The scope of the investigation, then, should not pose too difficult an issue at the outset. Initially, the scope will be largely defined by the potential improprieties that have been uncovered. The tricky question becomes: how far should the investigators go beyond the suspicious entries? The judgment calls here are formidable. One of the key issues involves the expectations of the external auditor and, beyond that, the SEC. If the scope is not sufficiently broad, the investigation may not be satisfactory to either one.

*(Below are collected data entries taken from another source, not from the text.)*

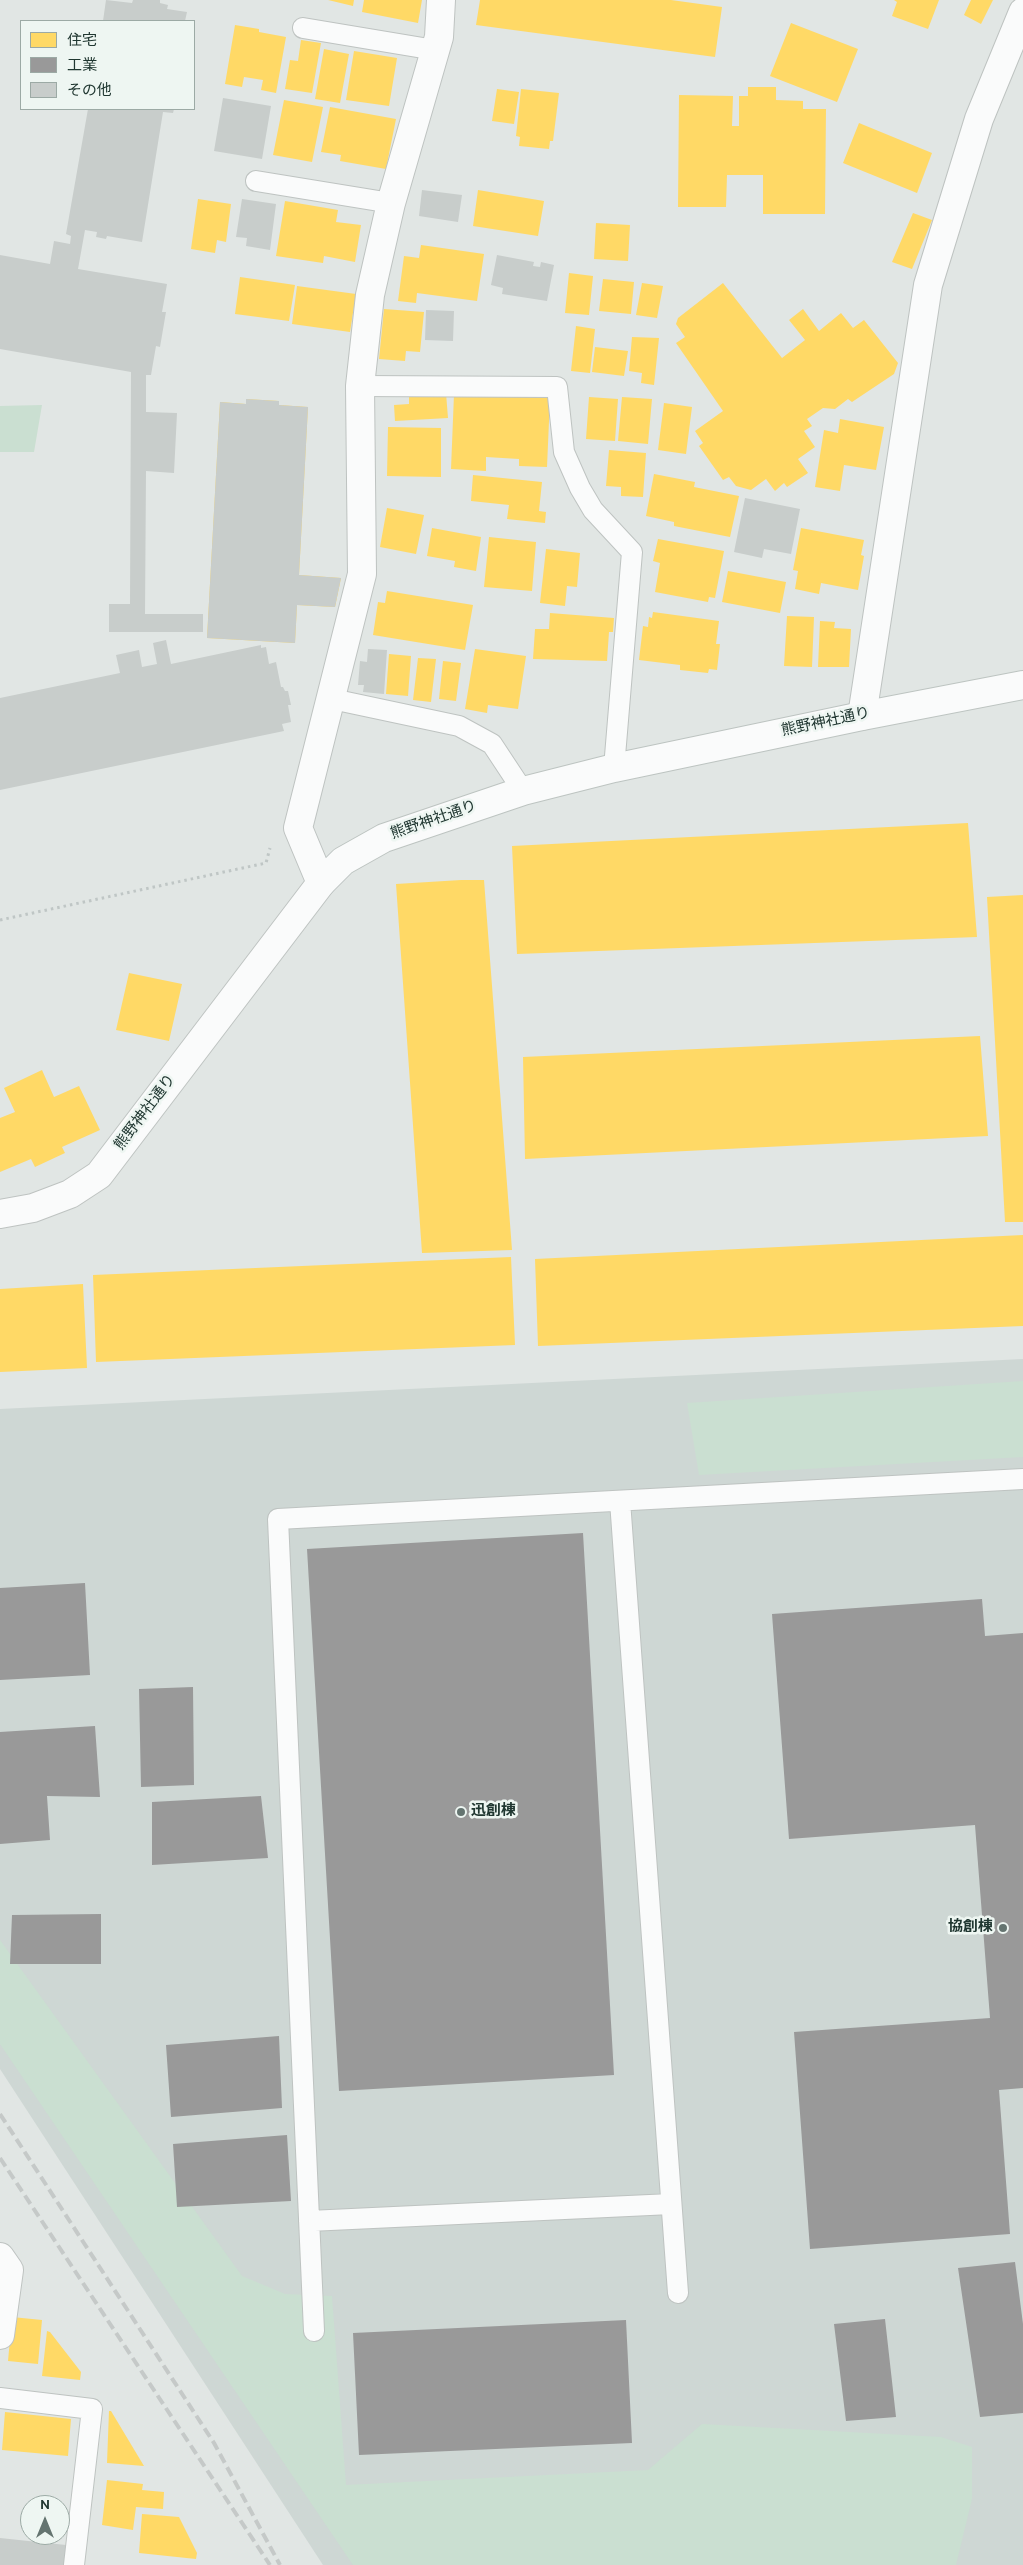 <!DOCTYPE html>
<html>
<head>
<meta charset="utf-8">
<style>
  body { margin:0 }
  #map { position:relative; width:1023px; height:2565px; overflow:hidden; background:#e1e6e4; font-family:Overpass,"Noto Sans JP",sans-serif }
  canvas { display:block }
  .legend { position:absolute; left:20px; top:20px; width:175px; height:90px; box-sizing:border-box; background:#eef6f2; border:1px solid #9caaa5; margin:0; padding:6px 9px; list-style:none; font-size:15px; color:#203731 }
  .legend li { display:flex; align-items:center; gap:10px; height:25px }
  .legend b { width:25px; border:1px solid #9caaa5 }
  .north { position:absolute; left:20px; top:2495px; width:50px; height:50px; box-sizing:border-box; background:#eef6f2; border:1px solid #9caaa5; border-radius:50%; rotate:0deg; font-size:14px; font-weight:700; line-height:20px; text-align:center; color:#203731 }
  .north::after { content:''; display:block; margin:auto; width:18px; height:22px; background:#647470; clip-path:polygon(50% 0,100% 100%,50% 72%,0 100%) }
</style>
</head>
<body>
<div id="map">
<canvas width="1023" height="2565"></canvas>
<ul class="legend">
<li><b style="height:14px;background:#ffd966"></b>住宅</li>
<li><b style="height:14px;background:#999"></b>工業</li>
<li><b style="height:14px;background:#c8cdcb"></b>その他</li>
</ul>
<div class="north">N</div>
</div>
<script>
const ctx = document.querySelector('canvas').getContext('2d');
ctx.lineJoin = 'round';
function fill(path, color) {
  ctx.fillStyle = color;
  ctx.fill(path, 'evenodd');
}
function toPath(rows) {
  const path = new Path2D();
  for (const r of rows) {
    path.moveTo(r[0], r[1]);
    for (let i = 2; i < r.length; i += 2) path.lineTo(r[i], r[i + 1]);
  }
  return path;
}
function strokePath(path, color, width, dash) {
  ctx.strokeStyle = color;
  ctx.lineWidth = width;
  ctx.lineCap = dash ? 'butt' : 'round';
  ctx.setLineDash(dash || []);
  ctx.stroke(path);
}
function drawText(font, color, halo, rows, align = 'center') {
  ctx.font = font + ' Overpass,"Noto Sans JP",sans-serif';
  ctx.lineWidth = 5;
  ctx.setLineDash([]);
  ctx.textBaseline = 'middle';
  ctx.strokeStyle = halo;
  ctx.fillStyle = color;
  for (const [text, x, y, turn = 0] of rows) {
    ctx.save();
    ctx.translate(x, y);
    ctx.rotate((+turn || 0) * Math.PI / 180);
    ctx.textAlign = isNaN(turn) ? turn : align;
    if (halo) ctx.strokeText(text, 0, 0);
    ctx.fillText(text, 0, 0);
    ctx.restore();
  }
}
const built = toPath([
  [1023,1359,1023,2565,323,2565,0,2069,0,1409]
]);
const green = toPath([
  [42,405,34,452,0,452,0,406],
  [1023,1381,1023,1457,699,1475,687,1403],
  [0,1940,242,2276,285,2294,332,2296,346,2485,648,2470,702,2424,941,2437,972,2447,972,2499,956,2565,353,2565,0,2044]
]);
const homes = toPath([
  [328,0,354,0,353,6],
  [364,0,422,0,418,23,362,12],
  [480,0,671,0,722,7,715,57,476,25],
  [894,0,939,0,928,29,892,16,897,2],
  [971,0,993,0,981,24,964,15],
  [791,23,858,49,837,102,770,76],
  [235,25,259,29,259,32,286,37,276,93,261,90,263,80,244,77,242,87,225,84],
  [301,40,321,43,312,93,285,89,290,60,298,61],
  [324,49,349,54,340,103,315,99],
  [354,51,397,58,389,106,346,100],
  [748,87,776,87,776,100,803,101,803,109,826,109,825,214,763,214,763,175,727,175,726,207,678,207,679,95,733,96,732,126,739,126,739,96,748,96],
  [497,89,519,92,514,124,492,121],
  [521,89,559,93,553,141,550,141,549,149,519,146,520,137,516,136],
  [284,100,323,107,312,162,273,155],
  [330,107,396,119,386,169,340,161,341,155,321,152],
  [859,123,932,153,917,193,843,163],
  [478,190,544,201,538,236,473,226],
  [198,199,231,204,226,242,217,240,215,253,191,249],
  [285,201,338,210,336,222,361,225,355,262,324,256,323,263,276,256],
  [913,213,932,220,912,269,892,262],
  [596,223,630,225,628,261,594,259],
  [421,245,484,254,477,301,417,293,416,303,398,301,404,256,419,258],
  [569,273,593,276,589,315,565,313],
  [240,277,295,285,289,321,235,314],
  [603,279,634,282,631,314,599,311],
  [642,283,663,286,657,318,636,315],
  [723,283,782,358,805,340,789,320,803,309,819,331,841,313,853,328,864,320,898,363,894,374,852,402,848,399,835,409,823,408,807,419,812,426,804,431,815,447,798,459,808,473,787,487,784,483,775,491,766,479,751,490,736,486,729,477,723,480,699,446,703,443,695,431,723,411,676,343,685,337,676,324,678,318],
  [297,286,356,294,350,332,292,324],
  [384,309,424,312,420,352,406,351,405,361,379,359],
  [576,326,595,329,590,373,571,371],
  [632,337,659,338,654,385,641,383,642,373,629,371],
  [595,347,628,351,624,376,592,372],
  [446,393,448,418,395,421,394,405,409,404,409,396],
  [454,394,550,398,547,467,519,466,519,459,486,457,486,471,451,469],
  [589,397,618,399,615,441,586,439],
  [622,397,652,399,648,444,618,441],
  [246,399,279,401,279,405,308,407,299,575,341,578,335,607,297,605,295,643,207,638,220,402,246,404],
  [664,403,692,407,686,454,658,450],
  [840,419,884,427,876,470,844,465,840,491,815,487,824,430,838,433],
  [388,427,441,428,441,477,387,476],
  [609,450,646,453,643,497,621,496,621,487,606,486],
  [654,474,695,482,694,487,739,496,730,537,674,526,674,522,646,516],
  [473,475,542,482,539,511,546,512,545,523,507,519,509,505,471,501],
  [387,508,424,515,416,554,380,547],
  [432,528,481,537,476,571,454,567,455,561,427,556],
  [801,528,864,540,861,555,864,556,858,590,821,583,819,594,795,589,798,571,793,570],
  [489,537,536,542,532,591,484,587],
  [658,539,724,551,715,598,709,597,708,602,655,592,660,563,653,561],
  [546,549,580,553,577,587,567,586,565,606,540,603],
  [728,571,786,582,780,613,722,602],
  [387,591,473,605,465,650,373,635,378,602,385,603],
  [653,612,719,621,716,644,720,644,717,670,709,669,708,673,680,670,680,665,639,660,643,626,648,627,649,617,652,618],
  [550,613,614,618,613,632,609,632,607,661,533,659,535,629,549,629],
  [787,616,814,617,812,667,784,666],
  [820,621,835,622,834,628,851,629,849,667,818,667],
  [475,649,526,656,518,709,488,705,487,713,465,709],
  [389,654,411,656,408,696,386,694],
  [418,658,436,659,431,702,413,700],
  [443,661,461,663,456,701,439,699],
  [968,823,977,937,517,954,512,846],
  [461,880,484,880,512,1250,422,1253,396,884],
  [1023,895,1023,1222,1005,1222,987,897],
  [129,973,182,984,169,1041,116,1030],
  [980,1036,988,1136,525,1159,523,1057],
  [42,1070,54,1097,79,1086,100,1130,62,1147,65,1153,35,1167,31,1159,0,1172,0,1118,15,1112,4,1088],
  [1023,1235,1023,1326,538,1346,535,1259],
  [511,1257,515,1345,96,1362,93,1275],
  [83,1284,87,1368,0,1372,0,1289],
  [12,2317,42,2320,38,2364,8,2361],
  [47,2331,50,2332,81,2372,80,2380,42,2376],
  [109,2411,111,2411,144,2466,107,2463],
  [5,2412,71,2419,68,2456,2,2450],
  [107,2480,143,2484,142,2490,164,2492,163,2509,136,2507,133,2530,102,2525],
  [142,2514,179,2517,197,2553,196,2559,139,2553]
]);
const industry = toPath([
  [583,1533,614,2075,339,2091,307,1549],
  [85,1583,90,1675,0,1680,0,1588],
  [982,1599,985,1636,1023,1633,1023,2088,999,2090,1010,2234,810,2249,794,2032,990,2018,975,1825,789,1839,772,1614],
  [193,1687,194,1785,141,1787,139,1689],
  [95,1726,100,1797,47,1796,50,1840,0,1844,0,1732],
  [261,1796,268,1858,152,1865,152,1802],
  [101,1914,101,1964,10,1964,12,1915],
  [279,2036,282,2108,171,2117,166,2045],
  [287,2135,291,2201,177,2207,173,2144],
  [1015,2262,1023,2324,1023,2413,980,2417,958,2268],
  [885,2319,896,2417,846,2421,834,2324],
  [626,2320,632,2443,359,2455,353,2333]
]);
const building = toPath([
  [106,0,132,3,133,0,160,0,160,3,168,5,167,9,187,12,185,21,103,21],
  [223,98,271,106,262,159,214,151],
  [88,109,174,109,173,113,163,112,142,242,107,236,106,239,96,237,97,232,85,230,78,269,167,284,162,312,166,312,160,347,156,346,151,375,146,375,146,412,177,413,174,473,146,471,145,614,203,614,203,632,109,632,109,604,130,604,131,372,0,349,0,255,50,264,54,241,70,244,71,236,66,234],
  [422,190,462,195,458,222,419,216],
  [242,199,276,204,270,250,246,246,247,238,236,237],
  [497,255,534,262,533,266,540,267,541,262,554,265,547,301,502,294,503,288,491,285],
  [426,310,454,311,453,341,425,340],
  [246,399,279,401,279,405,308,407,299,575,341,578,335,607,297,605,295,643,207,638,220,402,246,404],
  [745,498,800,509,791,554,764,549,762,558,734,552],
  [166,640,171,664,261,645,261,648,266,647,269,664,276,662,281,687,283,687,285,691,288,691,291,705,288,705,291,722,282,724,284,731,0,790,0,698,120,673,116,655,139,650,142,667,157,664,153,643],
  [368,649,387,650,384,694,363,692,364,685,358,685,360,661,367,662],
  [0,2538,66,2545,64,2565,0,2565]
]);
const path = toPath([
  [0,920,266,863,270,848]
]);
const service = toPath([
  [303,28,435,50],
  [256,181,391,203],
  [360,386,557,387,564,452,580,488,593,510,632,552,614,768],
  [332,699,459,726,492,744,523,791],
  [620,1501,678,2293],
  [309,2221,671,2204],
  [314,2331,278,1519,1023,1479],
  [0,2398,92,2409,74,2565]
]);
const minor = toPath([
  [862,716,928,285,979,119,1023,12],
  [0,1214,33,1208,70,1194,99,1175,321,883,298,828,362,574,360,386,370,295,391,203,439,37,441,0],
  [0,2257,9,2270,0,2335]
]);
const secondary = toPath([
  [321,883,343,861,384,838,523,791,614,768,862,716,1023,685]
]);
const rail = toPath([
  [0,2114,214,2443,280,2565],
  [0,2158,270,2565]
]);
const markers = [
  [461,1812,5,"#647470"],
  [1003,1928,5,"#647470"]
];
const streetNames = [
  ["熊野神社通り",826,723,-12],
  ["熊野神社通り",434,821,-19],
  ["熊野神社通り",146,1113,-53]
];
const poiNames = [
  ["迅創棟",471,1812],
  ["協創棟",993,1928,"right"]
];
fill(built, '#ced7d4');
fill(green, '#cadfd1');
fill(homes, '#ffd966');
fill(industry, '#999');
fill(building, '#c8cdcb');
strokePath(service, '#bec3c1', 22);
strokePath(minor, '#bec3c1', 30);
strokePath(secondary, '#bdc4c1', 30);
strokePath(path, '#bfc6c5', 3, [2.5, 4]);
strokePath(service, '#fafbfb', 20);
strokePath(minor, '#fafbfb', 28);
strokePath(secondary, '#fafbfb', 28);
strokePath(rail, '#c5c9c8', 4, [10, 5]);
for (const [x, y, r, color] of markers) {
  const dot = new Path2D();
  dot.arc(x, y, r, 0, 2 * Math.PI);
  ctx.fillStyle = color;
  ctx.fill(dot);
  strokePath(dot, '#eef6f2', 2);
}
drawText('15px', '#203731', '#eef6f2', streetNames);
drawText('bold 15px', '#203731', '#eef6f2', poiNames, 'left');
</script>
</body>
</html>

Indeed, an insufficient scope can place the external auditor in a particularly awkward spot insofar as the SEC may subsequently fault not only the audit committee for inadequate scope but the external auditor’s acceptance of the audit committee’s investigative report.
An additional complicating factor involves the way fraud starts and grows. A critical issue to consider is that, overtime, as the Central State example illustrates, the manipulations will often get increasingly aggressive as the perpetrators spread the fraud throughout many line items so that no single account stands out as unusual but a substantial number are affected. For example, to prevent the distortion of accounts receivable from getting too large, Jones and his accomplices spread the fraud into inventory, then asset capitalization, then net income. The spread of the fraud is analogous to pouring a glass of water on a tabletop. It can spread everywhere without getting too deep in any one place.
So, once fraudulent financial reporting has been identified, even in just a few entries, the investigators will want to consider the possibility that it’s a symptom of a broader problem. If the investigators have been lucky enough to nip it in the bud, that may be the end of it. Unfortunately, if the fraud has gotten big enough to be detected in the first place, such a limited size cannot be assumed. Even where the fraud ostensibly starts out small the need for a broader scope has got to be considered.
The scope of the investigation, therefore, can start out with its parameters guided by the suspicious entries revealed at the outset. In most cases, though, it will need to broaden to ensure that additional areas are not affected as well. Throughout the investigation, moreover, the scope will have to remain flexible. The investigators will have to stay on the lookout for additional clues, and will have to follow where they lead. Faced with an ostensibly ever-widening scope, initial audit committee frustration is both to be expected and understandable. But there is just no practical alternative.